-------- Source data
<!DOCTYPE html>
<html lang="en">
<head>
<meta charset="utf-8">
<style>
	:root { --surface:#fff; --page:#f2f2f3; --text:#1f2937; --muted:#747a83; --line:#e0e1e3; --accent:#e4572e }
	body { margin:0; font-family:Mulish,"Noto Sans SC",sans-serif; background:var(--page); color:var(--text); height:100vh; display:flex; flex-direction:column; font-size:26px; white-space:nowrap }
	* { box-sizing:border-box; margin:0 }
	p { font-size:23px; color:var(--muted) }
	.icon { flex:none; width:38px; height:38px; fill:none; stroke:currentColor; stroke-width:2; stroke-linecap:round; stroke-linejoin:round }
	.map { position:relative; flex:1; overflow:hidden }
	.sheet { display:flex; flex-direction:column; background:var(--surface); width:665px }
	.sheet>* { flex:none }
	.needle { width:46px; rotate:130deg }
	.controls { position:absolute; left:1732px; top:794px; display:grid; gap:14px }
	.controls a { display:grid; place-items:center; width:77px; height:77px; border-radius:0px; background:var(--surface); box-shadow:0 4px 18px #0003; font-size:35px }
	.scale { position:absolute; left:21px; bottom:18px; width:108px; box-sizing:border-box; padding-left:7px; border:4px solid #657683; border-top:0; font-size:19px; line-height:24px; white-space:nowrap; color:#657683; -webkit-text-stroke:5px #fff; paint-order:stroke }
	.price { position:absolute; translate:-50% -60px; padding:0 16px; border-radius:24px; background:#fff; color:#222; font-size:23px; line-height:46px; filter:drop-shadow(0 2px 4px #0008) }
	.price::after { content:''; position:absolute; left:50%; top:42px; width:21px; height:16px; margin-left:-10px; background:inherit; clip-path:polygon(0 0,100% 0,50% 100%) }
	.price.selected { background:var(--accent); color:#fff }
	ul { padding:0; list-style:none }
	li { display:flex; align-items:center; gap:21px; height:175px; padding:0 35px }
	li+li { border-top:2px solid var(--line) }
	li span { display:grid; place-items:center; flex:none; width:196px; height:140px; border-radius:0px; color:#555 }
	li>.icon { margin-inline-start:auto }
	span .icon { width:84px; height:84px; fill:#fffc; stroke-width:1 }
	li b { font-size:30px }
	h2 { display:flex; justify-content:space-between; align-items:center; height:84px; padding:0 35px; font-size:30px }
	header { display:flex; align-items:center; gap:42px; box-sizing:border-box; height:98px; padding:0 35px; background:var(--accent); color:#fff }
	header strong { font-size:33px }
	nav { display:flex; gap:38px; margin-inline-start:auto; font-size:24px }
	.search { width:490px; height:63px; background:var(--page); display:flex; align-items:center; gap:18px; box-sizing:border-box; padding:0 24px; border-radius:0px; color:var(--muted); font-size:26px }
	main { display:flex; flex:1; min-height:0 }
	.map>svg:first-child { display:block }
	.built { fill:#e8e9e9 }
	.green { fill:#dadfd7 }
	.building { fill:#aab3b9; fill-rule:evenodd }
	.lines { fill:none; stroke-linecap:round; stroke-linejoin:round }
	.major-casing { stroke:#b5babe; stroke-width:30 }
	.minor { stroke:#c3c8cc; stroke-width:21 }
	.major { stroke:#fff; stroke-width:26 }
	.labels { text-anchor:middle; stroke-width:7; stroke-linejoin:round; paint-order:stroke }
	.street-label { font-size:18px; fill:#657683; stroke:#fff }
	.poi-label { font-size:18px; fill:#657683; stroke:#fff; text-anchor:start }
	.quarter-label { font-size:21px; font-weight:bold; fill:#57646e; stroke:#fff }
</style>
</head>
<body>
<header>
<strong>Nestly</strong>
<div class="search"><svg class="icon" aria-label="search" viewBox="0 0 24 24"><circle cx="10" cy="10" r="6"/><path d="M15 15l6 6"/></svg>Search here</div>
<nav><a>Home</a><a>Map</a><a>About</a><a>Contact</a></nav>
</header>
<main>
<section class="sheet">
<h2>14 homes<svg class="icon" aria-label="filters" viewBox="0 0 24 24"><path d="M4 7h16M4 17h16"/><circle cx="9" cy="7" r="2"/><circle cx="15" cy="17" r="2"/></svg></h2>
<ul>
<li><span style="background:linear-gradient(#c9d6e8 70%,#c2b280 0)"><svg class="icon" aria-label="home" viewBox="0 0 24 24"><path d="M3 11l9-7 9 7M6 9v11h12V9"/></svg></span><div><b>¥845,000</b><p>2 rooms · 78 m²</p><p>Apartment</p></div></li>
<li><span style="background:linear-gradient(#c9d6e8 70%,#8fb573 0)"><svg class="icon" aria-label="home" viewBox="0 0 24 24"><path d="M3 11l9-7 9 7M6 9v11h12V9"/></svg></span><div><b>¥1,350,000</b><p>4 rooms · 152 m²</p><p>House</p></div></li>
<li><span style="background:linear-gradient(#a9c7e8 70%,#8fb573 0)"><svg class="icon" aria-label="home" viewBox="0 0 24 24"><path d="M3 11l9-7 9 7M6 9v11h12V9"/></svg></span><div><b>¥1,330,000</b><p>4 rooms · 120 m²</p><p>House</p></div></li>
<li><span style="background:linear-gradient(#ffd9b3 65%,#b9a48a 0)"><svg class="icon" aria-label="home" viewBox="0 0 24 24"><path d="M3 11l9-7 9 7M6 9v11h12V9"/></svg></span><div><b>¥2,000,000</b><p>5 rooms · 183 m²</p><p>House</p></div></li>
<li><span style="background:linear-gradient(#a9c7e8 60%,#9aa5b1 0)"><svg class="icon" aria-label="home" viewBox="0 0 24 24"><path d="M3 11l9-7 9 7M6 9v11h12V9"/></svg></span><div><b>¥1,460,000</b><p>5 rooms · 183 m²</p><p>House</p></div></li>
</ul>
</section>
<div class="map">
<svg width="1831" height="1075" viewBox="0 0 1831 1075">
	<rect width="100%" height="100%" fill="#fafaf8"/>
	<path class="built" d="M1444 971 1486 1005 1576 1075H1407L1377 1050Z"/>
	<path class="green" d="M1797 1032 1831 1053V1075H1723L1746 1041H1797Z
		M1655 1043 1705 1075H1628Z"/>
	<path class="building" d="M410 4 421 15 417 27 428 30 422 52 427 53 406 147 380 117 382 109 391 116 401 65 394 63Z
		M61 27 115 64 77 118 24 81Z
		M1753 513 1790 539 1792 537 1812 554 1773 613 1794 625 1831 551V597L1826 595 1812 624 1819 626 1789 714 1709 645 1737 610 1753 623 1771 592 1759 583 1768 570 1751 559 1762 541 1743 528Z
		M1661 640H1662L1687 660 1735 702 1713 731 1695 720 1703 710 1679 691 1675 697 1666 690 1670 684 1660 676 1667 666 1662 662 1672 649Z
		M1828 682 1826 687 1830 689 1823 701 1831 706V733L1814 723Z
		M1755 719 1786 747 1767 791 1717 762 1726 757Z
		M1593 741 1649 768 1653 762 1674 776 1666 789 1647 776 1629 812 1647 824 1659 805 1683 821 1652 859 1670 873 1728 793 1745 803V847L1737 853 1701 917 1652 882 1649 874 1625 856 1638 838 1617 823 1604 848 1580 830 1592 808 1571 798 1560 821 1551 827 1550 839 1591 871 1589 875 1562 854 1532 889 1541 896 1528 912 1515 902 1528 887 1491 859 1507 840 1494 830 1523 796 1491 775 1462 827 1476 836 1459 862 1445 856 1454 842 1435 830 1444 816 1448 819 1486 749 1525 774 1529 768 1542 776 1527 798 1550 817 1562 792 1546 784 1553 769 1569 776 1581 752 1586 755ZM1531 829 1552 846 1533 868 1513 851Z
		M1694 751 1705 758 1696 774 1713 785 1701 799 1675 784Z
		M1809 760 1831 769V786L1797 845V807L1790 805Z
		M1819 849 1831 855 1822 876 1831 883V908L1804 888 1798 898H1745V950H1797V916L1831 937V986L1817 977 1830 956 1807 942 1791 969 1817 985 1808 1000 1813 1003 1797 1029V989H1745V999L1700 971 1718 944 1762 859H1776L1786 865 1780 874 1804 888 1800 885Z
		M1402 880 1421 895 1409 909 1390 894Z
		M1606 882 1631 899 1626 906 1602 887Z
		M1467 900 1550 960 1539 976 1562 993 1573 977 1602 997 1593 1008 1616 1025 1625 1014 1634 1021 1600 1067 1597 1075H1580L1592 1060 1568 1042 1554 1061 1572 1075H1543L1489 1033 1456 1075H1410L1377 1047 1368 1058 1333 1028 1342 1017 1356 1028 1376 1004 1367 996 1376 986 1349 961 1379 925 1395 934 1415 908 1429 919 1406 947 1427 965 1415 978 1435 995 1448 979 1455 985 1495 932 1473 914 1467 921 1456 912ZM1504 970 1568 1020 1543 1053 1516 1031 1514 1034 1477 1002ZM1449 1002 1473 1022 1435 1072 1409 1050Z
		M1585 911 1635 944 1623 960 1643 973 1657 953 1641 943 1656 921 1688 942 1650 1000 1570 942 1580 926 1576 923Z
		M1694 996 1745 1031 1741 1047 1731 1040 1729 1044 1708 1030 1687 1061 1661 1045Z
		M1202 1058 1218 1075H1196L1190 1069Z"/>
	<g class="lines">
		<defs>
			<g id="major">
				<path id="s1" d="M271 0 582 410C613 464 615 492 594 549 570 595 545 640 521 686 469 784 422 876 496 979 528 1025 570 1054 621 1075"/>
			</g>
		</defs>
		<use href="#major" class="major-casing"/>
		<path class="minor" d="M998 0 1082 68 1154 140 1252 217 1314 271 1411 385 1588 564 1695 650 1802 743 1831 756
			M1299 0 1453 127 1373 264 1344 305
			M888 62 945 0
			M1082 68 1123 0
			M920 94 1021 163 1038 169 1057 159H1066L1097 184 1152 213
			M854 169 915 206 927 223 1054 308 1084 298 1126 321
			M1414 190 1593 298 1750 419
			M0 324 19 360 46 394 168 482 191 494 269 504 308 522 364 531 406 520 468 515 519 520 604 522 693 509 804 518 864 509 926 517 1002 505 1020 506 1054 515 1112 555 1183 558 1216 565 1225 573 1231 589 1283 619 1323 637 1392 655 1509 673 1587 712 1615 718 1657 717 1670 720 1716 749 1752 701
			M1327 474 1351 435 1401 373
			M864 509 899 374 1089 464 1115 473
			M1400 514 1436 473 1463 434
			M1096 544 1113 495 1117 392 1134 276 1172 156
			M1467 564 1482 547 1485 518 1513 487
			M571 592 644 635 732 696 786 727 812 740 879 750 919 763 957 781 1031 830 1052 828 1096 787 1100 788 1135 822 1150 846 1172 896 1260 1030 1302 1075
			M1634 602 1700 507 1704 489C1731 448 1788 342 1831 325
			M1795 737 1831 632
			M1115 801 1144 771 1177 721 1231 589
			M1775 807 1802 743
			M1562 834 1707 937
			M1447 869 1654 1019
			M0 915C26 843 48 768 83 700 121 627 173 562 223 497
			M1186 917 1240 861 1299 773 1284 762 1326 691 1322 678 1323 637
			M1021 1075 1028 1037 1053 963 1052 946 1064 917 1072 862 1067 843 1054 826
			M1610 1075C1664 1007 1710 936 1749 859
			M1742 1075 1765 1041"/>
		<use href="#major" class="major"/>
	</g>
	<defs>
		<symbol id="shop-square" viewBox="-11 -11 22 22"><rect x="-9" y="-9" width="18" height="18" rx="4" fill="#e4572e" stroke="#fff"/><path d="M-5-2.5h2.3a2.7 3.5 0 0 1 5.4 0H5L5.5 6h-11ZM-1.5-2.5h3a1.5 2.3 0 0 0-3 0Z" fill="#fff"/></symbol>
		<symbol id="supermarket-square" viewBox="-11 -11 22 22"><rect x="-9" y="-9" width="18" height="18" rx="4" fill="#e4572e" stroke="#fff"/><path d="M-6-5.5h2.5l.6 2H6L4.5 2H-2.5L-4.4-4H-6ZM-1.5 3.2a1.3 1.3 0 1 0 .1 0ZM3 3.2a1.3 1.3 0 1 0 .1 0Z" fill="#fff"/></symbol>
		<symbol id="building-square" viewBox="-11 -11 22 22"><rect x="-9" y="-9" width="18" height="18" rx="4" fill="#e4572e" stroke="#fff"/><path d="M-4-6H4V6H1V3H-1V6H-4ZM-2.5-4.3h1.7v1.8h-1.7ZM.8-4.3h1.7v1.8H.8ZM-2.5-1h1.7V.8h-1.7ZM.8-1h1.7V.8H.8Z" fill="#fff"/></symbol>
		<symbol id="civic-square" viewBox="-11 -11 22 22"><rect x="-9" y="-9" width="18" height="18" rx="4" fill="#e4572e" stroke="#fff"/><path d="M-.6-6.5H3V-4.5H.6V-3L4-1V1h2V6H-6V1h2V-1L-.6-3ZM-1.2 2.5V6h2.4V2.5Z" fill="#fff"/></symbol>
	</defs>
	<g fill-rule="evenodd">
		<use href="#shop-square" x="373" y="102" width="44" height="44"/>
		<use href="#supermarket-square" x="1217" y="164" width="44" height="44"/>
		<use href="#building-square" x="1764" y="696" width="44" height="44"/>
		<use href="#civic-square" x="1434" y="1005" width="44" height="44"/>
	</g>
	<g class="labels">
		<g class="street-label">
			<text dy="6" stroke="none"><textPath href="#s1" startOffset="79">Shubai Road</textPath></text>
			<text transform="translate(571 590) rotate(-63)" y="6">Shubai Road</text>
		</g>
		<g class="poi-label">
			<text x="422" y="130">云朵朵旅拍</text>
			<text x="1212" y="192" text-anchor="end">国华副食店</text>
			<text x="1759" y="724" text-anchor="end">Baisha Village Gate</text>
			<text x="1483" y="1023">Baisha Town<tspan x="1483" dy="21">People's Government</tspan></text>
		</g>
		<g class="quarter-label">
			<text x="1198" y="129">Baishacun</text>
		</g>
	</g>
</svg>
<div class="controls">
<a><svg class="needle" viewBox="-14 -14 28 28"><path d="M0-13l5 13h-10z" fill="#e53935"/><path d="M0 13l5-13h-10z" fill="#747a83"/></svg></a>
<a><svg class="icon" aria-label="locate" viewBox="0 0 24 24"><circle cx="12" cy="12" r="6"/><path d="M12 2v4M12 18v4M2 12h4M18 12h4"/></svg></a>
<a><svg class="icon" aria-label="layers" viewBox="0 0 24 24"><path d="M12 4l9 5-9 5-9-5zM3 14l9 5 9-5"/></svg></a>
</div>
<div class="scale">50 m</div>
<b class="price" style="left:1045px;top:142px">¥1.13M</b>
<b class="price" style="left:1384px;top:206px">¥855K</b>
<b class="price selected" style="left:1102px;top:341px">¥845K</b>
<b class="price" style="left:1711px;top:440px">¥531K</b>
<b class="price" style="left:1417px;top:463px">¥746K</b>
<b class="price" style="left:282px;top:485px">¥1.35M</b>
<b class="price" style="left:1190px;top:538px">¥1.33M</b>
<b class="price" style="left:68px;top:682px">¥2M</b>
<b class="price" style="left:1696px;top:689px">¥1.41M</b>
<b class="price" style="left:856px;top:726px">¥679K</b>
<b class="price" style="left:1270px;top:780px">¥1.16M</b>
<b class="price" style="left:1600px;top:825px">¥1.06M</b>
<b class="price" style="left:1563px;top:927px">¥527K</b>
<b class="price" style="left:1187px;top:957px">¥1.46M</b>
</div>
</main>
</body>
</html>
----------------
> _What is being asked_
Copy the records above exactly, beginning at the line that contains "display:flex; gap:38px; margin-inline-start:auto;" and stopping after the line that contains "width:490px; height:63px; background:var(--page);".

> _Answer to this task_
	nav { display:flex; gap:38px; margin-inline-start:auto; font-size:24px }
	.search { width:490px; height:63px; background:var(--page); display:flex; align-items:center; gap:18px; box-sizing:border-box; padding:0 24px; border-radius:0px; color:var(--muted); font-size:26px }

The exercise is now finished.